Task goal: The answer must consist of every line in the data that contains "stream".

Supplied material:
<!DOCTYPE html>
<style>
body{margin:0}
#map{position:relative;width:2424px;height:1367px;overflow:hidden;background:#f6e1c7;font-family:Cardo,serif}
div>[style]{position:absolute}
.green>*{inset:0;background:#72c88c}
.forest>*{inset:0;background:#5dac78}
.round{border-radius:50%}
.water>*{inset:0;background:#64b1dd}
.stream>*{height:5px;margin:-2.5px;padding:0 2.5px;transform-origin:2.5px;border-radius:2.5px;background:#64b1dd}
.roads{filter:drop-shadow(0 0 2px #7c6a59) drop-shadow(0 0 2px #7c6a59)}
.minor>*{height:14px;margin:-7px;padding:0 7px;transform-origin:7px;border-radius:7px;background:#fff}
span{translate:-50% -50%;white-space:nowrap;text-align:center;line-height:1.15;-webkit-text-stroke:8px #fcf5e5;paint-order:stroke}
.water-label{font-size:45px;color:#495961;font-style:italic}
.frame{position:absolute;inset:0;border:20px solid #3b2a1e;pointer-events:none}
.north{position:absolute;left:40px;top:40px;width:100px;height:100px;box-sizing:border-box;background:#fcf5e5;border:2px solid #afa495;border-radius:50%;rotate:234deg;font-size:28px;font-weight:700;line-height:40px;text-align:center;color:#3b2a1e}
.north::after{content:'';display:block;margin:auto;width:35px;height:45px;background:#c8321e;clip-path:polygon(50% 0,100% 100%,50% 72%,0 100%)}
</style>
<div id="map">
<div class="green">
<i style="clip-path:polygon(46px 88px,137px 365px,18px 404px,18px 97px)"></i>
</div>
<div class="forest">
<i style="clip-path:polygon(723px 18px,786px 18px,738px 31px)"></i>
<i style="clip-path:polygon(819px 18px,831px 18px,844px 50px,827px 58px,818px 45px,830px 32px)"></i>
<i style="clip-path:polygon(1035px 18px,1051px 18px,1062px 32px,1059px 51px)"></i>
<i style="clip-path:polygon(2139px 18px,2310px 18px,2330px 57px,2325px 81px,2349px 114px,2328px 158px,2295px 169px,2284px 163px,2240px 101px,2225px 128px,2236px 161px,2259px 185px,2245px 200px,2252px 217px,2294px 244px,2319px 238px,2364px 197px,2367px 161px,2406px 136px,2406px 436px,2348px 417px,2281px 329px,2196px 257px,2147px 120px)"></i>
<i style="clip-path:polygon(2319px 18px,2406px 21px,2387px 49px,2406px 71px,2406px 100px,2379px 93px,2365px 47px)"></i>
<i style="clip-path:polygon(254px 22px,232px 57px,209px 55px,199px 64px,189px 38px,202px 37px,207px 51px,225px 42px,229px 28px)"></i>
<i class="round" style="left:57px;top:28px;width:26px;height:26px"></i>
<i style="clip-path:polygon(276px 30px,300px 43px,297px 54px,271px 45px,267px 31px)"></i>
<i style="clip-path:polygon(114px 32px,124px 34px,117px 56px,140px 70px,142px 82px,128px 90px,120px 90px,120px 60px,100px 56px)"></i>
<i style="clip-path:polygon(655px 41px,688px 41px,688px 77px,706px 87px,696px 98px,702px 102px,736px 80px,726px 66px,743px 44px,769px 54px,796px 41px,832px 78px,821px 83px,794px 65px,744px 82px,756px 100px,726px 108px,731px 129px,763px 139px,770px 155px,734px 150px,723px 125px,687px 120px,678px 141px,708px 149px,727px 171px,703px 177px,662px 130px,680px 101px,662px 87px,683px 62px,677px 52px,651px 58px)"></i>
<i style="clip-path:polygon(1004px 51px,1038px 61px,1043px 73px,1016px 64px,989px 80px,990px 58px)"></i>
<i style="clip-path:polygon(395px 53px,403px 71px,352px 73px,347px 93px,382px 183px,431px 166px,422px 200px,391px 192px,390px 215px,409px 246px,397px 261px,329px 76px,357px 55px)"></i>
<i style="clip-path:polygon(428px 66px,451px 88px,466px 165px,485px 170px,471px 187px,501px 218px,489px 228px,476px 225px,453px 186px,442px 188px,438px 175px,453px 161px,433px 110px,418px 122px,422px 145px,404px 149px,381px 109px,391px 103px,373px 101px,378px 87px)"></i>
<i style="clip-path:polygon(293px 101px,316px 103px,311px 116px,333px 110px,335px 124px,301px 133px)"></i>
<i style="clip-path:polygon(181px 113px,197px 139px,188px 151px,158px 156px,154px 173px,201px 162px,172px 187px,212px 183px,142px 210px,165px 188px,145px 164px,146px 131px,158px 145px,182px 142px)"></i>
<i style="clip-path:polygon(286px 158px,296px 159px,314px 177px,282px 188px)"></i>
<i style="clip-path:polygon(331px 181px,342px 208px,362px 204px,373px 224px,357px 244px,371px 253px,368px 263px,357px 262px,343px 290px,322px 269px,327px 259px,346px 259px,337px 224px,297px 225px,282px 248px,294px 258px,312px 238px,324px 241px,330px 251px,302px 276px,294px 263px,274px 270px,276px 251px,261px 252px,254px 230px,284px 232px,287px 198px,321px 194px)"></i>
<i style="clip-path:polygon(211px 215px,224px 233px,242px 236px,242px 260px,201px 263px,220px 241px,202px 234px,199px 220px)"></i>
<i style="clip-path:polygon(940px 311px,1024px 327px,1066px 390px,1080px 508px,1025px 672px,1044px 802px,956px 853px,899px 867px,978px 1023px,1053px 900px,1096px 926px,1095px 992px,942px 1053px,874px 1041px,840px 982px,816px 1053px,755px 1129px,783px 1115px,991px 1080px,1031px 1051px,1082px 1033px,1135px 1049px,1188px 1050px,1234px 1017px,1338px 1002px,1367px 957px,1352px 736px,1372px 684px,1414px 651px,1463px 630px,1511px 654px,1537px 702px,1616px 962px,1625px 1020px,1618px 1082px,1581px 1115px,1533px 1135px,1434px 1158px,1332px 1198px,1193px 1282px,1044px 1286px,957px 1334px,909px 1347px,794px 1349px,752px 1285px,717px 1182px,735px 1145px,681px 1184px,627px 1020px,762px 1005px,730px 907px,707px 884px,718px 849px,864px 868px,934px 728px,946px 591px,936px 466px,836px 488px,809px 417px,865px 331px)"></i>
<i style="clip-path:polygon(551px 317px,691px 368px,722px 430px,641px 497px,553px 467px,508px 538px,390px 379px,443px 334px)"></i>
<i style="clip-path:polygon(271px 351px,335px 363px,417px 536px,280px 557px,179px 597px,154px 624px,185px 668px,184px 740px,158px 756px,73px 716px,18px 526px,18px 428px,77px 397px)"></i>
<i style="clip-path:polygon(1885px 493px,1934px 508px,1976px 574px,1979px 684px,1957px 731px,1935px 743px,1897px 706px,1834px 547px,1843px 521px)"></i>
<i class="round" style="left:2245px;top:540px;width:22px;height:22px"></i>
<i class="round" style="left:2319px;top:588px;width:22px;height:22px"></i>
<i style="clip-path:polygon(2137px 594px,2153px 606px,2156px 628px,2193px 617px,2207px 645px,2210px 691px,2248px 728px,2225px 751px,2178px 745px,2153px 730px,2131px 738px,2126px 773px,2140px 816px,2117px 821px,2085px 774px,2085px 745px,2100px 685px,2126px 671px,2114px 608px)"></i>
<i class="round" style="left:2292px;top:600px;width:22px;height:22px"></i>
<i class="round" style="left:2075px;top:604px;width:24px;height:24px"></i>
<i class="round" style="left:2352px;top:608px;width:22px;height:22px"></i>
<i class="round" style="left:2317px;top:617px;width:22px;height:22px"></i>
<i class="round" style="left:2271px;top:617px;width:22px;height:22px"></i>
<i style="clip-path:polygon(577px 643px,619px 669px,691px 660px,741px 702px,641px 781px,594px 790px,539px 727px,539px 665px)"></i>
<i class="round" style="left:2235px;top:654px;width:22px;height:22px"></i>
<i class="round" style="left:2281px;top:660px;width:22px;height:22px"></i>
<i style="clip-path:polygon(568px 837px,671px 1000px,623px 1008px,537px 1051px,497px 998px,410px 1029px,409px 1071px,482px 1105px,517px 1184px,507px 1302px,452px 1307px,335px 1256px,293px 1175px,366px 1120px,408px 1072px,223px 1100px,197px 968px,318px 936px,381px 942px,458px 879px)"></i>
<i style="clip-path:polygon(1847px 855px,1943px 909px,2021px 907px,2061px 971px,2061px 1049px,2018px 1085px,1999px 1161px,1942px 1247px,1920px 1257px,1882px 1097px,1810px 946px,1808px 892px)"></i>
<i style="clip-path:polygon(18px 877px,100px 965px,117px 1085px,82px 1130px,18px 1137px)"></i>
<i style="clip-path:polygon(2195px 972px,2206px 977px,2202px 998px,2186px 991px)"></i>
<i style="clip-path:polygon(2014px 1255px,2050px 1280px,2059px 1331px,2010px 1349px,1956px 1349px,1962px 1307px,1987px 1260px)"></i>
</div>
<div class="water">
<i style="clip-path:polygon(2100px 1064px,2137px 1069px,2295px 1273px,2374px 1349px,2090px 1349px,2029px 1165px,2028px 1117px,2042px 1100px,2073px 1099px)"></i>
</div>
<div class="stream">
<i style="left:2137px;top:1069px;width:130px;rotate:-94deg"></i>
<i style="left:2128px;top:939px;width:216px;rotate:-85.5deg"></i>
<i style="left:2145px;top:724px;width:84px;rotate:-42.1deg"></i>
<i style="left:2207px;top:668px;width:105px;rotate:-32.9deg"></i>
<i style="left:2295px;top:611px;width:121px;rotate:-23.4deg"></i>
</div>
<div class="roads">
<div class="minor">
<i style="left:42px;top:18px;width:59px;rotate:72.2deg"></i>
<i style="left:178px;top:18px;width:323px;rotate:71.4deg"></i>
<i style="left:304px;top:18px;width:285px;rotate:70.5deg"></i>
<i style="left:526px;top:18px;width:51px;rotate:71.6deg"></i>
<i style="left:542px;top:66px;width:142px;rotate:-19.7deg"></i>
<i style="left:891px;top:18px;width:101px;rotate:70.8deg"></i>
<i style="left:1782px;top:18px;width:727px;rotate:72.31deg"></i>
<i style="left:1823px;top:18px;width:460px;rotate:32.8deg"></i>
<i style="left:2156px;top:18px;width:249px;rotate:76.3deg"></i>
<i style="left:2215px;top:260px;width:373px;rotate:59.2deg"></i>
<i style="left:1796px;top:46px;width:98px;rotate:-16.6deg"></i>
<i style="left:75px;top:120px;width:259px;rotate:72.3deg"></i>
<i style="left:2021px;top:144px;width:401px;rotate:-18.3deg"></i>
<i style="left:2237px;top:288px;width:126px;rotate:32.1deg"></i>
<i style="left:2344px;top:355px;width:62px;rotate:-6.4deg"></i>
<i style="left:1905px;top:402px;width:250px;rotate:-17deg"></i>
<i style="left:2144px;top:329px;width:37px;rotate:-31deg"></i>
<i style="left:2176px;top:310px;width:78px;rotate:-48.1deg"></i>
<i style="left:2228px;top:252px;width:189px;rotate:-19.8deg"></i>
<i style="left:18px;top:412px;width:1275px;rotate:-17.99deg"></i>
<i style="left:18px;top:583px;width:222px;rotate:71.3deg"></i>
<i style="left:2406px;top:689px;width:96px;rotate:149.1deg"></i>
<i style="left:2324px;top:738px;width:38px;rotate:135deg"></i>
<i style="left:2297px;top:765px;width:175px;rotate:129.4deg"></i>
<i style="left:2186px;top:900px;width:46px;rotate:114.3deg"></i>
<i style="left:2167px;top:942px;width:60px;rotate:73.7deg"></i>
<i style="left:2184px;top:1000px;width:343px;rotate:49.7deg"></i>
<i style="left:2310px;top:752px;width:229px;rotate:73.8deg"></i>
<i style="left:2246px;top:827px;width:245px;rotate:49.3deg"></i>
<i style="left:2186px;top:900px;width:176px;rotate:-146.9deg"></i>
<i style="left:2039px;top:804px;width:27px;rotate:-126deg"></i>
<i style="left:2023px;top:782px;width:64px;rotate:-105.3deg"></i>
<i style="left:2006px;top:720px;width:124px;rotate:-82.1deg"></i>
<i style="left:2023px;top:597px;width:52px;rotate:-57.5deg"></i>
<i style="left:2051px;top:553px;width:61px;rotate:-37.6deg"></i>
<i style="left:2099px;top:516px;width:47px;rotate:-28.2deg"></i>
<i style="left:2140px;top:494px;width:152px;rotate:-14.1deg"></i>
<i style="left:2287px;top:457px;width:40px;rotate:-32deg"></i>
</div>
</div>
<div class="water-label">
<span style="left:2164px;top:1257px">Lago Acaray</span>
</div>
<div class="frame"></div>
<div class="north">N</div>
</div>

Response area:
.stream>*{height:5px;margin:-2.5px;padding:0 2.5px;transform-origin:2.5px;border-radius:2.5px;background:#64b1dd}
<div class="stream">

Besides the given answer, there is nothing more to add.